**WORK TO BE COMPLETED:** Reproduce the complete listing without any deviation.

**ENTRIES PROVIDED:**
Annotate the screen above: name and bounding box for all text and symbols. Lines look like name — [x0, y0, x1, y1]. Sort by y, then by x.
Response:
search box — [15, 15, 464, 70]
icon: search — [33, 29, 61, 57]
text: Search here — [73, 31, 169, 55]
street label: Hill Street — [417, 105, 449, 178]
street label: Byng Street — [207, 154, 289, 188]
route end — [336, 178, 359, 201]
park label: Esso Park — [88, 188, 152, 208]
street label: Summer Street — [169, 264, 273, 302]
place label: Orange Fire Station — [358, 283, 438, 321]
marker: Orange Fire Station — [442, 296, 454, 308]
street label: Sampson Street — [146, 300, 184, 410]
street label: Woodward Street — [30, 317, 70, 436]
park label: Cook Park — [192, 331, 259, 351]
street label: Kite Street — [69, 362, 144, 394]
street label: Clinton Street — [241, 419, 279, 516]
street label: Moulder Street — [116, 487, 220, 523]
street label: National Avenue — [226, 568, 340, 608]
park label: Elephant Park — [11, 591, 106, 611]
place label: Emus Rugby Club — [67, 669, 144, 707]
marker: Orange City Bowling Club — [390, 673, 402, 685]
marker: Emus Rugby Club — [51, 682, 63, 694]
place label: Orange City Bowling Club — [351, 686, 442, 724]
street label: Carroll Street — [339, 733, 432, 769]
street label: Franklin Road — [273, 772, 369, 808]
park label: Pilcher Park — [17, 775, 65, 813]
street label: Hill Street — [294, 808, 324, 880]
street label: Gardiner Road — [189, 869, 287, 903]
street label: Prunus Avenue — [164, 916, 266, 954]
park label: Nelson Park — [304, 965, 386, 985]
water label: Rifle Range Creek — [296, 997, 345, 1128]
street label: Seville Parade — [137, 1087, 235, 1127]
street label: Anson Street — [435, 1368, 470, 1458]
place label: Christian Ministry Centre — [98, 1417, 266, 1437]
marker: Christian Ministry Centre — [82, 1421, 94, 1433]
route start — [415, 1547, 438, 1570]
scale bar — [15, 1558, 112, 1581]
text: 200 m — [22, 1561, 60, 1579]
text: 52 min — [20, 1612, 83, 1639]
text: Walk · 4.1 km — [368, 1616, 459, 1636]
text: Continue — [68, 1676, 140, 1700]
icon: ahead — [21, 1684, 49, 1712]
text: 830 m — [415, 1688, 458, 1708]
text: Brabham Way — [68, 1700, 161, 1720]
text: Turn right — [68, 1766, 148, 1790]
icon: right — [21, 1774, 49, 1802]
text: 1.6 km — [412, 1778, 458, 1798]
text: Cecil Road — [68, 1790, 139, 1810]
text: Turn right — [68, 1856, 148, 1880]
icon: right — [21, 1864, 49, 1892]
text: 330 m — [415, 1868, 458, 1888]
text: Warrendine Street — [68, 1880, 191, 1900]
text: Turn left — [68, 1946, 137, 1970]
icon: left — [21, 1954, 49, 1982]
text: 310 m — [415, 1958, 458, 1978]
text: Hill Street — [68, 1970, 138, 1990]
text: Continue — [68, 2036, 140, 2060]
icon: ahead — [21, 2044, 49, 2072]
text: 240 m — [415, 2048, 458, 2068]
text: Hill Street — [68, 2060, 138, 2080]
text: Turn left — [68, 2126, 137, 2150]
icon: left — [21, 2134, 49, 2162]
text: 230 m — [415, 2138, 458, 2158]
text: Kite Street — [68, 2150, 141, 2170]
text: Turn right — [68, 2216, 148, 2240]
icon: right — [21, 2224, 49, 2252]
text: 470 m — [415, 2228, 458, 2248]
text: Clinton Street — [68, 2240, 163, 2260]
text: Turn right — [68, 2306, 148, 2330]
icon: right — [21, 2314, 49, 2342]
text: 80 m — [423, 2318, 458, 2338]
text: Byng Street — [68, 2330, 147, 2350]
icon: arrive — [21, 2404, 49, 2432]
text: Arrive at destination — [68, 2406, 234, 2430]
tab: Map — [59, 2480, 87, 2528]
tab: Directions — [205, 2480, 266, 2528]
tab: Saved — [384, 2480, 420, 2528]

**YOUR RESPONSE:**
Annotate the screen above: name and bounding box for all text and symbols. Lines look like name — [x0, y0, x1, y1]. Sort by y, then by x.
Response:
search box — [15, 15, 464, 70]
icon: search — [33, 29, 61, 57]
text: Search here — [73, 31, 169, 55]
street label: Hill Street — [417, 105, 449, 178]
street label: Byng Street — [207, 154, 289, 188]
route end — [336, 178, 359, 201]
park label: Esso Park — [88, 188, 152, 208]
street label: Summer Street — [169, 264, 273, 302]
place label: Orange Fire Station — [358, 283, 438, 321]
marker: Orange Fire Station — [442, 296, 454, 308]
street label: Sampson Street — [146, 300, 184, 410]
street label: Woodward Street — [30, 317, 70, 436]
park label: Cook Park — [192, 331, 259, 351]
street label: Kite Street — [69, 362, 144, 394]
street label: Clinton Street — [241, 419, 279, 516]
street label: Moulder Street — [116, 487, 220, 523]
street label: National Avenue — [226, 568, 340, 608]
park label: Elephant Park — [11, 591, 106, 611]
place label: Emus Rugby Club — [67, 669, 144, 707]
marker: Orange City Bowling Club — [390, 673, 402, 685]
marker: Emus Rugby Club — [51, 682, 63, 694]
place label: Orange City Bowling Club — [351, 686, 442, 724]
street label: Carroll Street — [339, 733, 432, 769]
street label: Franklin Road — [273, 772, 369, 808]
park label: Pilcher Park — [17, 775, 65, 813]
street label: Hill Street — [294, 808, 324, 880]
street label: Gardiner Road — [189, 869, 287, 903]
street label: Prunus Avenue — [164, 916, 266, 954]
park label: Nelson Park — [304, 965, 386, 985]
water label: Rifle Range Creek — [296, 997, 345, 1128]
street label: Seville Parade — [137, 1087, 235, 1127]
street label: Anson Street — [435, 1368, 470, 1458]
place label: Christian Ministry Centre — [98, 1417, 266, 1437]
marker: Christian Ministry Centre — [82, 1421, 94, 1433]
route start — [415, 1547, 438, 1570]
scale bar — [15, 1558, 112, 1581]
text: 200 m — [22, 1561, 60, 1579]
text: 52 min — [20, 1612, 83, 1639]
text: Walk · 4.1 km — [368, 1616, 459, 1636]
text: Continue — [68, 1676, 140, 1700]
icon: ahead — [21, 1684, 49, 1712]
text: 830 m — [415, 1688, 458, 1708]
text: Brabham Way — [68, 1700, 161, 1720]
text: Turn right — [68, 1766, 148, 1790]
icon: right — [21, 1774, 49, 1802]
text: 1.6 km — [412, 1778, 458, 1798]
text: Cecil Road — [68, 1790, 139, 1810]
text: Turn right — [68, 1856, 148, 1880]
icon: right — [21, 1864, 49, 1892]
text: 330 m — [415, 1868, 458, 1888]
text: Warrendine Street — [68, 1880, 191, 1900]
text: Turn left — [68, 1946, 137, 1970]
icon: left — [21, 1954, 49, 1982]
text: 310 m — [415, 1958, 458, 1978]
text: Hill Street — [68, 1970, 138, 1990]
text: Continue — [68, 2036, 140, 2060]
icon: ahead — [21, 2044, 49, 2072]
text: 240 m — [415, 2048, 458, 2068]
text: Hill Street — [68, 2060, 138, 2080]
text: Turn left — [68, 2126, 137, 2150]
icon: left — [21, 2134, 49, 2162]
text: 230 m — [415, 2138, 458, 2158]
text: Kite Street — [68, 2150, 141, 2170]
text: Turn right — [68, 2216, 148, 2240]
icon: right — [21, 2224, 49, 2252]
text: 470 m — [415, 2228, 458, 2248]
text: Clinton Street — [68, 2240, 163, 2260]
text: Turn right — [68, 2306, 148, 2330]
icon: right — [21, 2314, 49, 2342]
text: 80 m — [423, 2318, 458, 2338]
text: Byng Street — [68, 2330, 147, 2350]
icon: arrive — [21, 2404, 49, 2432]
text: Arrive at destination — [68, 2406, 234, 2430]
tab: Map — [59, 2480, 87, 2528]
tab: Directions — [205, 2480, 266, 2528]
tab: Saved — [384, 2480, 420, 2528]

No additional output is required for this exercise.